Stored data entries

------------------------------------

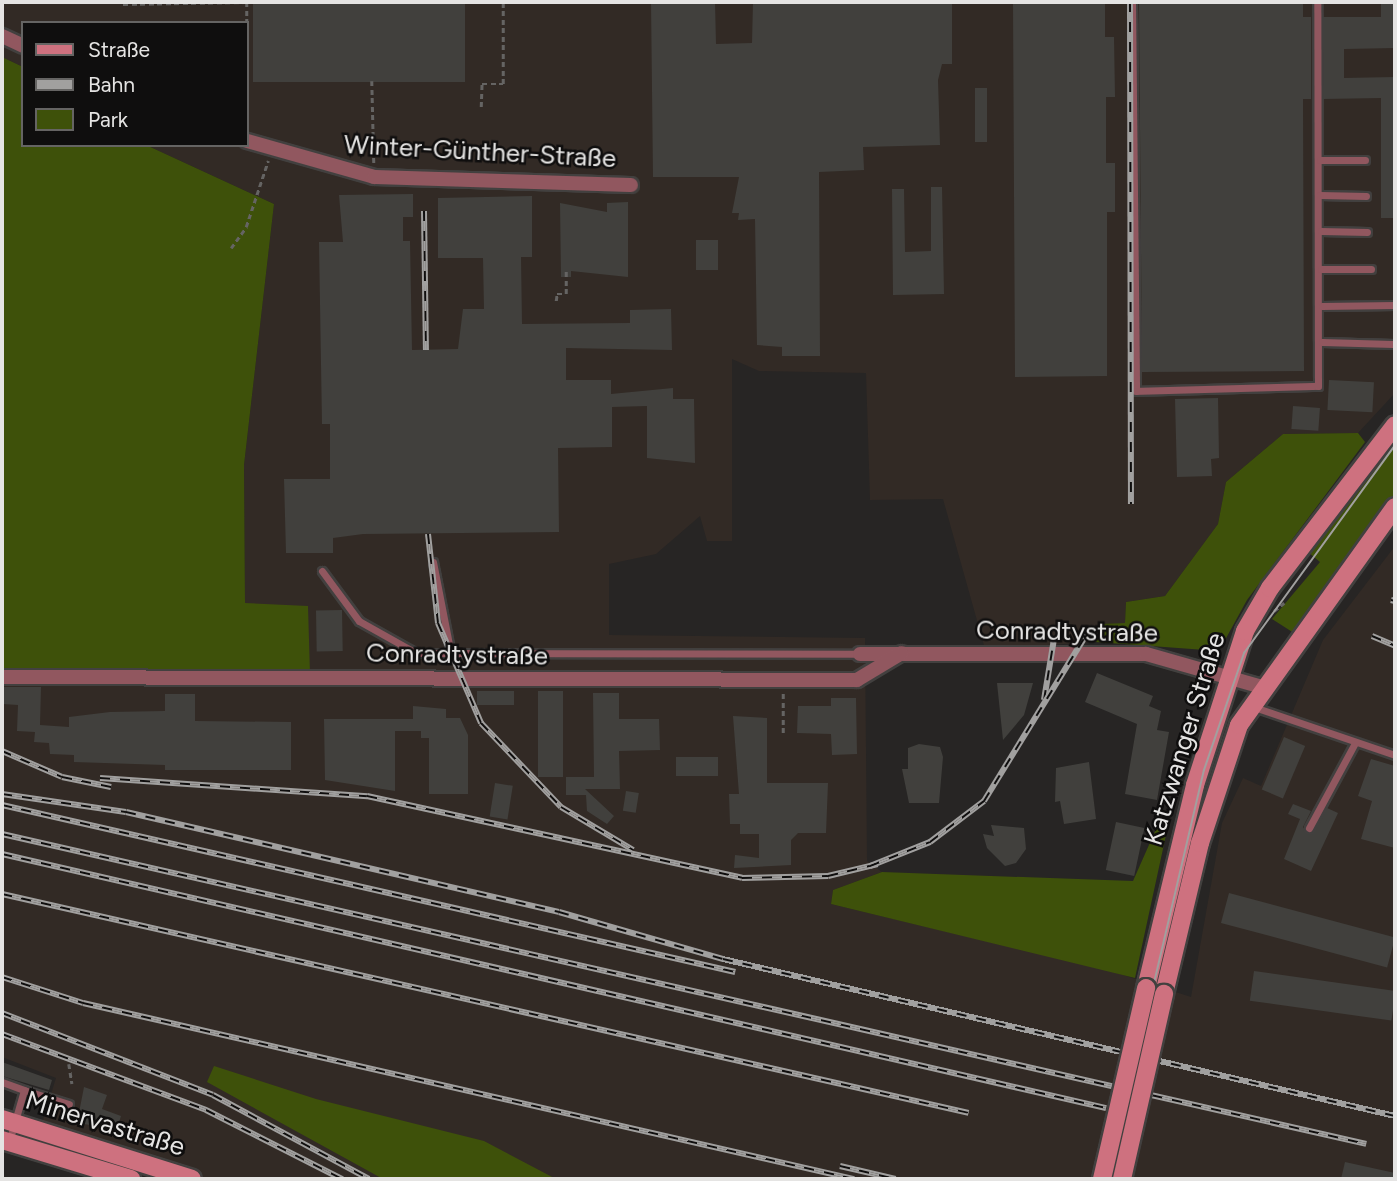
<!DOCTYPE html>
<meta charset="utf-8">
<style>
body{margin:0}
#map{position:relative;width:1397px;height:1181px;overflow:hidden;background:#272524;font-family:Figtree,sans-serif}
div>[style]{position:absolute}
.built>*{inset:0;background:#322a25}
.green>*{inset:0;background:#3e510a}
.building>*{inset:0;background:#41403d;transform-origin:0 0}
.path>*{height:2.5px;margin-top:-1.25px;transform-origin:0;background:repeating-linear-gradient(90deg,#656463 0 5px,transparent 0 8.5px)}
.roads{filter:drop-shadow(2px 0 #42403f) drop-shadow(-2px 0 #42403f) drop-shadow(0 2px #42403f) drop-shadow(0 -2px #42403f)}
.lane>*{height:7px;margin:-3.5px;padding:0 3.5px;transform-origin:3.5px;border-radius:3.5px;background:#91575f}
.street>*{height:14px;margin:-7px;padding:0 7px;transform-origin:7px;border-radius:7px;background:#91575f}
.secondary>*{height:18px;margin:-9px;padding:0 9px;transform-origin:9px;border-radius:9px;background:#ce717f}
.tram>*{height:2px;margin:-1px;padding:0 1px;transform-origin:1px;border-radius:1px;background:#a1a09f}
.rail>*{height:6px;margin-top:-3px;transform-origin:0;background:repeating-linear-gradient(90deg,#0f0e0e 0 10px,#a1a09f 0 20px);box-sizing:border-box;border-block:2px solid #a1a09f}
.bridges{filter:drop-shadow(2px 0 #42403f) drop-shadow(-2px 0 #42403f) drop-shadow(0 2px #42403f) drop-shadow(0 -2px #42403f)}
.secondary-bridge>*{height:18px;margin:-9px;padding:0 9px;transform-origin:9px;border-radius:9px;background:#ce717f}
span{translate:-50% -50%;white-space:nowrap;text-align:center;line-height:1.15;-webkit-text-stroke:5px #0f0e0e;paint-order:stroke}
.street-label{font-size:26px;color:#e5e4e3}
.frame{position:absolute;inset:0;border:4px solid #e5e4e3;pointer-events:none}
.legend{position:absolute;left:21px;top:21px;width:228px;height:126px;box-sizing:border-box;background:#0f0e0e;border:2px solid #656463;margin:0;padding:9px 12px;list-style:none;font-size:21px;color:#e5e4e3}
.legend li{display:flex;align-items:center;gap:14px;height:35px}
.legend b{width:35px;border:2px solid #656463}
</style>
<div id="map">
<div class="built">
<i style="clip-path:polygon(2px 2px,1395px 2px,1395px 393px,1358px 433px,1283px 434px,1226px 482px,1218px 524px,1165px 596px,1126px 602px,1125px 623px,1101px 624px,1096px 642px,985px 649px,943px 499px,870px 500px,866px 373px,759px 371px,732px 359px,732px 541px,707px 541px,700px 516px,656px 554px,609px 564px,609px 635px,865px 638px,867px 861px,882px 872px,833px 890px,831px 904px,1111px 971px,1191px 997px,1222px 823px,1243px 778px,1261px 786px,1323px 640px,1395px 546px,1395px 1179px,153px 1179px,36px 1142px,56px 1078px,2px 1057px,2px 674px,245px 603px,244px 465px,274px 204px,146px 145px,247px 145px,247px 23px,23px 23px,23px 67px,2px 57px)"></i>
</div>
<div class="green">
<i style="clip-path:polygon(2px 57px,23px 67px,23px 145px,146px 145px,274px 204px,244px 465px,245px 603px,308px 606px,310px 674px,2px 674px)"></i>
<i style="clip-path:polygon(1358px 433px,1365px 442px,1247px 600px,1219px 651px,1096px 642px,1100px 624px,1125px 623px,1126px 602px,1165px 596px,1218px 524px,1226px 482px,1283px 434px)"></i>
<i style="clip-path:polygon(1395px 436px,1395px 497px,1297px 635px,1272px 619px,1320px 562px,1308px 552px)"></i>
<i style="clip-path:polygon(1160px 820px,1166px 835px,1135px 978px,831px 904px,833px 890px,882px 872px,1133px 881px)"></i>
<i style="clip-path:polygon(214px 1066px,316px 1099px,484px 1141px,556px 1179px,383px 1179px,207px 1082px)"></i>
</div>
<div class="building">
<i style="left:253px;top:2px;width:212px;height:80px"></i>
<i style="clip-path:polygon(651px 2px,715px 2px,716px 44px,752px 43px,753px 2px,952px 2px,952px 64px,942px 64px,938px 80px,940px 145px,863px 147px,864px 170px,819px 172px,820px 356px,782px 356px,782px 347px,757px 345px,755px 219px,738px 220px,739px 213px,732px 213px,739px 177px,653px 177px)"></i>
<i style="clip-path:polygon(1013px 2px,1105px 2px,1105px 37px,1114px 37px,1115px 97px,1106px 97px,1106px 163px,1115px 163px,1115px 212px,1107px 212px,1107px 376px,1015px 377px)"></i>
<i style="clip-path:polygon(1139px 2px,1303px 2px,1303px 17px,1311px 17px,1311px 99px,1303px 99px,1304px 371px,1142px 372px)"></i>
<i style="clip-path:polygon(1381px 2px,1395px 2px,1395px 48px,1344px 49px,1344px 78px,1395px 77px,1395px 218px,1381px 218px,1381px 98px,1323px 99px,1323px 17px,1381px 17px)"></i>
<i style="left:975px;top:88px;width:12px;height:54px"></i>
<i style="clip-path:polygon(931px 187px,942px 187px,944px 294px,893px 295px,892px 189px,904px 189px,905px 252px,931px 251px)"></i>
<i style="clip-path:polygon(413px 194px,413px 217px,403px 217px,403px 241px,410px 241px,412px 350px,458px 349px,463px 309px,484px 309px,483px 258px,438px 258px,438px 198px,532px 196px,532px 257px,521px 257px,522px 324px,630px 323px,630px 310px,671px 309px,672px 350px,566px 348px,566px 380px,611px 380px,611px 394px,673px 388px,673px 399px,694px 399px,695px 463px,647px 458px,647px 406px,612px 407px,612px 447px,558px 448px,559px 532px,363px 534px,333px 538px,333px 553px,286px 553px,284px 479px,330px 479px,330px 424px,322px 424px,319px 242px,343px 242px,339px 195px)"></i>
<i style="clip-path:polygon(628px 202px,628px 277px,571px 271px,571px 277px,561px 277px,560px 203px,607px 212px,607px 203px)"></i>
<i style="left:696px;top:240px;width:22px;height:30px"></i>
<i style="left:1329px;top:380px;width:45px;height:30px;rotate:3deg"></i>
<i style="clip-path:polygon(1218px 398px,1219px 458px,1211px 459px,1212px 476px,1177px 477px,1175px 399px)"></i>
<i style="left:1293px;top:406px;width:27px;height:23px;rotate:4deg"></i>
<i style="left:342px;top:610px;width:41px;height:26px;rotate:89deg"></i>
<i style="clip-path:polygon(1097px 673px,1153px 696px,1149px 706px,1161px 711px,1157px 730px,1169px 732px,1157px 800px,1125px 794px,1137px 724px,1085px 702px)"></i>
<i style="clip-path:polygon(997px 683px,1033px 683px,1024px 715px,1003px 740px)"></i>
<i style="clip-path:polygon(3px 687px,41px 687px,40px 725px,69px 727px,69px 717px,110px 712px,165px 711px,165px 694px,195px 694px,195px 721px,291px 722px,291px 770px,165px 770px,165px 765px,74px 762px,74px 755px,50px 754px,49px 743px,34px 742px,35px 732px,17px 731px,18px 705px,3px 704px)"></i>
<i style="left:514px;top:691px;width:14px;height:37px;rotate:90deg"></i>
<i style="left:538px;top:691px;width:25px;height:86px"></i>
<i style="clip-path:polygon(593px 693px,619px 693px,619px 719px,659px 719px,660px 750px,619px 751px,620px 789px,585px 789px,614px 816px,607px 824px,587px 811px,586px 795px,566px 795px,566px 777px,594px 777px)"></i>
<i style="clip-path:polygon(831px 698px,856px 698px,857px 754px,832px 755px,831px 734px,797px 733px,798px 706px,831px 706px)"></i>
<i style="clip-path:polygon(413px 706px,446px 709px,446px 718px,460px 718px,468px 735px,468px 794px,429px 794px,429px 738px,421px 738px,421px 731px,395px 731px,395px 791px,325px 780px,324px 719px,413px 719px)"></i>
<i style="clip-path:polygon(733px 716px,767px 718px,767px 783px,828px 783px,826px 833px,798px 833px,791px 840px,791px 865px,734px 868px,735px 855px,759px 858px,759px 834px,740px 834px,740px 824px,730px 824px,729px 794px,739px 794px)"></i>
<i style="left:1284px;top:737px;width:23px;height:57px;rotate:23deg"></i>
<i style="clip-path:polygon(919px 744px,940px 747px,943px 757px,939px 803px,909px 803px,902px 769px,908px 769px,908px 748px)"></i>
<i style="left:676px;top:757px;width:42px;height:19px"></i>
<i style="clip-path:polygon(1371px 759px,1395px 766px,1395px 848px,1361px 839px,1372px 801px,1358px 796px)"></i>
<i style="clip-path:polygon(1089px 762px,1096px 819px,1064px 824px,1060px 801px,1055px 802px,1056px 768px)"></i>
<i style="left:495px;top:783px;width:18px;height:34px;rotate:9deg"></i>
<i style="left:626px;top:791px;width:13px;height:20px;rotate:9deg"></i>
<i style="clip-path:polygon(1293px 804px,1311px 811px,1303px 827px,1308px 834px,1327px 808px,1338px 813px,1311px 871px,1284px 859px,1300px 819px,1288px 814px)"></i>
<i style="left:1116px;top:822px;width:29px;height:49px;rotate:12deg"></i>
<i style="clip-path:polygon(991px 825px,1024px 828px,1026px 849px,1016px 863px,1005px 866px,987px 848px,983px 834px,994px 836px)"></i>
<i style="left:1229px;top:893px;width:172px;height:31px;rotate:15deg"></i>
<i style="left:1254px;top:971px;width:143px;height:30px;rotate:8deg"></i>
<i style="clip-path:polygon(2px 1062px,52px 1080px,49px 1090px,2px 1076px)"></i>
<i style="clip-path:polygon(84px 1087px,107px 1095px,102px 1109px,121px 1116px,117px 1129px,77px 1123px)"></i>
<i style="clip-path:polygon(1345px 1162px,1395px 1173px,1395px 1179px,1341px 1179px)"></i>
</div>
<div class="path">
<i style="left:123px;top:4px;width:124px;rotate:-0.9deg"></i>
<i style="left:247px;top:2px;width:70px;rotate:90deg"></i>
<i style="left:372px;top:81px;width:82px;rotate:88.6deg"></i>
<i style="left:481px;top:107px;width:23px;rotate:-88deg"></i>
<i style="left:482px;top:84px;width:21px"></i>
<i style="left:503px;top:84px;width:82px;rotate:-90deg"></i>
<i style="left:231px;top:248px;width:26px;rotate:-54deg"></i>
<i style="left:246px;top:227px;width:70px;rotate:-71.6deg"></i>
<i style="left:556px;top:301px;width:7px;rotate:-82deg"></i>
<i style="left:557px;top:294px;width:9px"></i>
<i style="left:566px;top:294px;width:23px;rotate:-90deg"></i>
<i style="left:1274px;top:611px;width:13px;rotate:-39deg"></i>
<i style="left:783px;top:733px;width:42px;rotate:-90deg"></i>
<i style="left:69px;top:1064px;width:20px;rotate:81deg"></i>
</div>
<div class="roads">
<div class="lane">
<i style="left:1132px;top:2px;width:389px;rotate:89.4deg"></i>
<i style="left:1136px;top:391px;width:182px;rotate:-1.6deg"></i>
<i style="left:1318px;top:386px;width:384px;rotate:-90.1deg"></i>
<i style="left:1320px;top:160px;width:45px"></i>
<i style="left:1320px;top:195px;width:46px;rotate:1.2deg"></i>
<i style="left:1321px;top:231px;width:46px;rotate:1.2deg"></i>
<i style="left:1321px;top:269px;width:50px"></i>
<i style="left:1322px;top:306px;width:73px;rotate:-0.8deg"></i>
<i style="left:1322px;top:342px;width:71px;rotate:1.6deg"></i>
<i style="left:433px;top:562px;width:95px;rotate:79deg"></i>
<i style="left:322px;top:571px;width:62px;rotate:53.5deg"></i>
<i style="left:359px;top:621px;width:65px;rotate:29.3deg"></i>
<i style="left:416px;top:653px;width:444px;rotate:0.1deg"></i>
<i style="left:1254px;top:707px;width:149px;rotate:18.8deg"></i>
<i style="left:1309px;top:828px;width:97px;rotate:-61.6deg"></i>
<i style="left:2px;top:1082px;width:23px;rotate:20deg"></i>
<i style="left:24px;top:1090px;width:54px;rotate:106.1deg"></i>
<i style="left:24px;top:1090px;width:47px;rotate:17.3deg"></i>
</div>
<div class="street">
<i style="left:2px;top:36px;width:23px;rotate:25deg"></i>
<i style="left:247px;top:141px;width:132px;rotate:15.8deg"></i>
<i style="left:374px;top:177px;width:257px;rotate:1.8deg"></i>
<i style="left:860px;top:654px;width:286px"></i>
<i style="left:1146px;top:654px;width:121px;rotate:15.9deg"></i>
<i style="left:2px;top:677px;width:855px;rotate:0.2deg"></i>
<i style="left:857px;top:680px;width:52px;rotate:-31deg"></i>
</div>
<div class="secondary">
<i style="left:1146px;top:988px;width:209px;rotate:-76.4deg"></i>
<i style="left:1195px;top:785px;width:162px;rotate:-72deg"></i>
<i style="left:1245px;top:631px;width:50px;rotate:-59.8deg"></i>
<i style="left:1270px;top:588px;width:205px;rotate:-52.5deg"></i>
<i style="left:1164px;top:994px;width:155px;rotate:-76.6deg"></i>
<i style="left:1200px;top:843px;width:124px;rotate:-71.7deg"></i>
<i style="left:1239px;top:725px;width:268px;rotate:-54.4deg"></i>
<i style="left:2px;top:1119px;width:199px;rotate:17.5deg"></i>
<i style="left:2px;top:1140px;width:135px;rotate:16.8deg"></i>
</div>
</div>
<div class="tram">
<i style="left:1108px;top:1179px;width:420px;rotate:-76.8deg"></i>
<i style="left:1204px;top:770px;width:124px;rotate:-71.1deg"></i>
<i style="left:1244px;top:653px;width:257px;rotate:-54deg"></i>
</div>
<div class="rail">
<i style="left:1130px;top:2px;width:502px;rotate:89.89deg"></i>
<i style="left:424px;top:211px;width:139px;rotate:89.2deg"></i>
<i style="left:428px;top:534px;width:90px;rotate:83.6deg"></i>
<i style="left:438px;top:623px;width:109px;rotate:66.7deg"></i>
<i style="left:481px;top:723px;width:116px;rotate:46.4deg"></i>
<i style="left:561px;top:807px;width:84px;rotate:30.8deg"></i>
<i style="left:1391px;top:600px;width:4px;rotate:14deg"></i>
<i style="left:1372px;top:636px;width:25px;rotate:23deg"></i>
<i style="left:1044px;top:700px;width:62px;rotate:-80.7deg"></i>
<i style="left:2px;top:751px;width:65px;rotate:23.4deg"></i>
<i style="left:62px;top:777px;width:50px;rotate:11.5deg"></i>
<i style="left:100px;top:778px;width:268px;rotate:3.9deg"></i>
<i style="left:367px;top:796px;width:384px;rotate:12.3deg"></i>
<i style="left:742px;top:878px;width:86px;rotate:-1.3deg"></i>
<i style="left:828px;top:876px;width:51px;rotate:-13.5deg"></i>
<i style="left:2px;top:794px;width:125px;rotate:8.3deg"></i>
<i style="left:126px;top:812px;width:444px;rotate:13deg"></i>
<i style="left:559px;top:912px;width:171px;rotate:16deg"></i>
<i style="left:723px;top:959px;width:690px;rotate:13.15deg"></i>
<i style="left:2px;top:805px;width:752px;rotate:12.83deg"></i>
<i style="left:2px;top:834px;width:1399px;rotate:12.8deg"></i>
<i style="left:2px;top:854px;width:1133px;rotate:12.96deg"></i>
<i style="left:870px;top:866px;width:65px;rotate:-21.8deg"></i>
<i style="left:930px;top:842px;width:68px;rotate:-37.2deg"></i>
<i style="left:984px;top:801px;width:195px;rotate:-58.4deg"></i>
<i style="left:2px;top:894px;width:991px;rotate:12.76deg"></i>
<i style="left:2px;top:977px;width:85px;rotate:17.8deg"></i>
<i style="left:83px;top:1003px;width:791px;rotate:12.86deg"></i>
<i style="left:2px;top:1013px;width:226px;rotate:21.2deg"></i>
<i style="left:213px;top:1095px;width:177px;rotate:28.3deg"></i>
<i style="left:2px;top:1034px;width:218px;rotate:20.4deg"></i>
<i style="left:206px;top:1110px;width:153px;rotate:26.9deg"></i>
<i style="left:840px;top:1166px;width:57px;rotate:13.1deg"></i>
</div>
<div class="bridges">
<div class="secondary-bridge">
<i style="left:1102px;top:1179px;width:196px;rotate:-77deg"></i>
<i style="left:1122px;top:1179px;width:190px;rotate:-77.2deg"></i>
</div>
</div>
<div class="street-label">
<span style="left:480px;top:152px;rotate:3deg">Winter-Günther-Straße</span>
<span style="left:1067px;top:632px;rotate:1deg">Conradtystraße</span>
<span style="left:457px;top:655px;rotate:1deg">Conradtystraße</span>
<span style="left:1185px;top:739px;rotate:-73deg">Katzwanger Straße</span>
<span style="left:105px;top:1124px;rotate:17deg">Minervastraße</span>
</div>
<div class="frame"></div>
<ul class="legend">
<li><b style="height:9px;background:#ce717f"></b>Straße</li>
<li><b style="height:9px;background:#a1a09f"></b>Bahn</li>
<li><b style="height:19px;background:#3e510a"></b>Park</li>
</ul>
</div>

------------------------------------

> _Task goal_: The string "span" marks the lines to copy; report each of them from the data above.

> _Result_:
span{translate:-50% -50%;white-space:nowrap;text-align:center;line-height:1.15;-webkit-text-stroke:5px #0f0e0e;paint-order:stroke}
<span style="left:480px;top:152px;rotate:3deg">Winter-Günther-Straße</span>
<span style="left:1067px;top:632px;rotate:1deg">Conradtystraße</span>
<span style="left:457px;top:655px;rotate:1deg">Conradtystraße</span>
<span style="left:1185px;top:739px;rotate:-73deg">Katzwanger Straße</span>
<span style="left:105px;top:1124px;rotate:17deg">Minervastraße</span>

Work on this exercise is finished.